Instructions to follow. In full and without error, repeat the entries below.

Data records.
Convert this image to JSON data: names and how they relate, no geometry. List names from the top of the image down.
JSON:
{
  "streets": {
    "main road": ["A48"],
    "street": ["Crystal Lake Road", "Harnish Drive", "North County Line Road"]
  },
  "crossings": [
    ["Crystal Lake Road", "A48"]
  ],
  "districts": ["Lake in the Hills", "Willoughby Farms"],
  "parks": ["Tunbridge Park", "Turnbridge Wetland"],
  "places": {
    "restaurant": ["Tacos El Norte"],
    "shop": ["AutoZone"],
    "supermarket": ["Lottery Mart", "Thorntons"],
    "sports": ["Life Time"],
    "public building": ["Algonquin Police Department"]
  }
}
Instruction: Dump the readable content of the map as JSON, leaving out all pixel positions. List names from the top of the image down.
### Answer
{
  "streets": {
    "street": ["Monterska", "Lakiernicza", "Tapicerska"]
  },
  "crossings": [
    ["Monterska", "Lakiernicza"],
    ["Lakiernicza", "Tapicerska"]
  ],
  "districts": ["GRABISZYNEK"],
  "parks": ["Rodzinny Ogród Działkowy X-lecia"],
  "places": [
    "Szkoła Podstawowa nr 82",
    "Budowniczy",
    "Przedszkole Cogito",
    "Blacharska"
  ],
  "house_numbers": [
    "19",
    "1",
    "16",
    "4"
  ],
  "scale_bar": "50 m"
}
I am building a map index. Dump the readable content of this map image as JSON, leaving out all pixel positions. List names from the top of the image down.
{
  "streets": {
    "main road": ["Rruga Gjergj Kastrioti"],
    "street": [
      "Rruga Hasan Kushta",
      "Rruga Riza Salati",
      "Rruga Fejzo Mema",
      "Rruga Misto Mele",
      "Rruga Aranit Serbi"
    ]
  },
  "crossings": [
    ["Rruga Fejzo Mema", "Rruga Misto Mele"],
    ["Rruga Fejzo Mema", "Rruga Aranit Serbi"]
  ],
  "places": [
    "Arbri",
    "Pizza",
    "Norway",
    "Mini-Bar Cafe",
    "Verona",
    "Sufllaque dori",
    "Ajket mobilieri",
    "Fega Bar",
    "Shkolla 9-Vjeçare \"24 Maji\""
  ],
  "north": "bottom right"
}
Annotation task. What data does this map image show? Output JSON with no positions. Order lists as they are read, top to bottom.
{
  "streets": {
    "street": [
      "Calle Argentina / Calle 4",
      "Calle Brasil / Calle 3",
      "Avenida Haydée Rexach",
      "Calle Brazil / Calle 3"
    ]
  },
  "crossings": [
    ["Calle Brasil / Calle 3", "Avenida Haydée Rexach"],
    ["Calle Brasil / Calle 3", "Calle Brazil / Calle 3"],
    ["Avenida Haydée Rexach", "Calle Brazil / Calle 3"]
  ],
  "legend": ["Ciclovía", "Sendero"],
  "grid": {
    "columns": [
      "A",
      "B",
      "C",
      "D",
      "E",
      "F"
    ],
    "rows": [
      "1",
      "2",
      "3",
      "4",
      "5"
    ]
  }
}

Response to this exercise.
Convert this image to JSON data: names and how they relate, no geometry. List names from the top of the image down.
JSON:
{
  "streets": {
    "main road": ["A48"],
    "street": ["Crystal Lake Road", "Harnish Drive", "North County Line Road"]
  },
  "crossings": [
    ["Crystal Lake Road", "A48"]
  ],
  "districts": ["Lake in the Hills", "Willoughby Farms"],
  "parks": ["Tunbridge Park", "Turnbridge Wetland"],
  "places": {
    "restaurant": ["Tacos El Norte"],
    "shop": ["AutoZone"],
    "supermarket": ["Lottery Mart", "Thorntons"],
    "sports": ["Life Time"],
    "public building": ["Algonquin Police Department"]
  }
}
Instruction: Dump the readable content of the map as JSON, leaving out all pixel positions. List names from the top of the image down.
### Answer
{
  "streets": {
    "street": ["Monterska", "Lakiernicza", "Tapicerska"]
  },
  "crossings": [
    ["Monterska", "Lakiernicza"],
    ["Lakiernicza", "Tapicerska"]
  ],
  "districts": ["GRABISZYNEK"],
  "parks": ["Rodzinny Ogród Działkowy X-lecia"],
  "places": [
    "Szkoła Podstawowa nr 82",
    "Budowniczy",
    "Przedszkole Cogito",
    "Blacharska"
  ],
  "house_numbers": [
    "19",
    "1",
    "16",
    "4"
  ],
  "scale_bar": "50 m"
}
I am building a map index. Dump the readable content of this map image as JSON, leaving out all pixel positions. List names from the top of the image down.
{
  "streets": {
    "main road": ["Rruga Gjergj Kastrioti"],
    "street": [
      "Rruga Hasan Kushta",
      "Rruga Riza Salati",
      "Rruga Fejzo Mema",
      "Rruga Misto Mele",
      "Rruga Aranit Serbi"
    ]
  },
  "crossings": [
    ["Rruga Fejzo Mema", "Rruga Misto Mele"],
    ["Rruga Fejzo Mema", "Rruga Aranit Serbi"]
  ],
  "places": [
    "Arbri",
    "Pizza",
    "Norway",
    "Mini-Bar Cafe",
    "Verona",
    "Sufllaque dori",
    "Ajket mobilieri",
    "Fega Bar",
    "Shkolla 9-Vjeçare \"24 Maji\""
  ],
  "north": "bottom right"
}
Annotation task. What data does this map image show? Output JSON with no positions. Order lists as they are read, top to bottom.
{
  "streets": {
    "street": [
      "Calle Argentina / Calle 4",
      "Calle Brasil / Calle 3",
      "Avenida Haydée Rexach",
      "Calle Brazil / Calle 3"
    ]
  },
  "crossings": [
    ["Calle Brasil / Calle 3", "Avenida Haydée Rexach"],
    ["Calle Brasil / Calle 3", "Calle Brazil / Calle 3"],
    ["Avenida Haydée Rexach", "Calle Brazil / Calle 3"]
  ],
  "legend": ["Ciclovía", "Sendero"],
  "grid": {
    "columns": [
      "A",
      "B",
      "C",
      "D",
      "E",
      "F"
    ],
    "rows": [
      "1",
      "2",
      "3",
      "4",
      "5"
    ]
  }
}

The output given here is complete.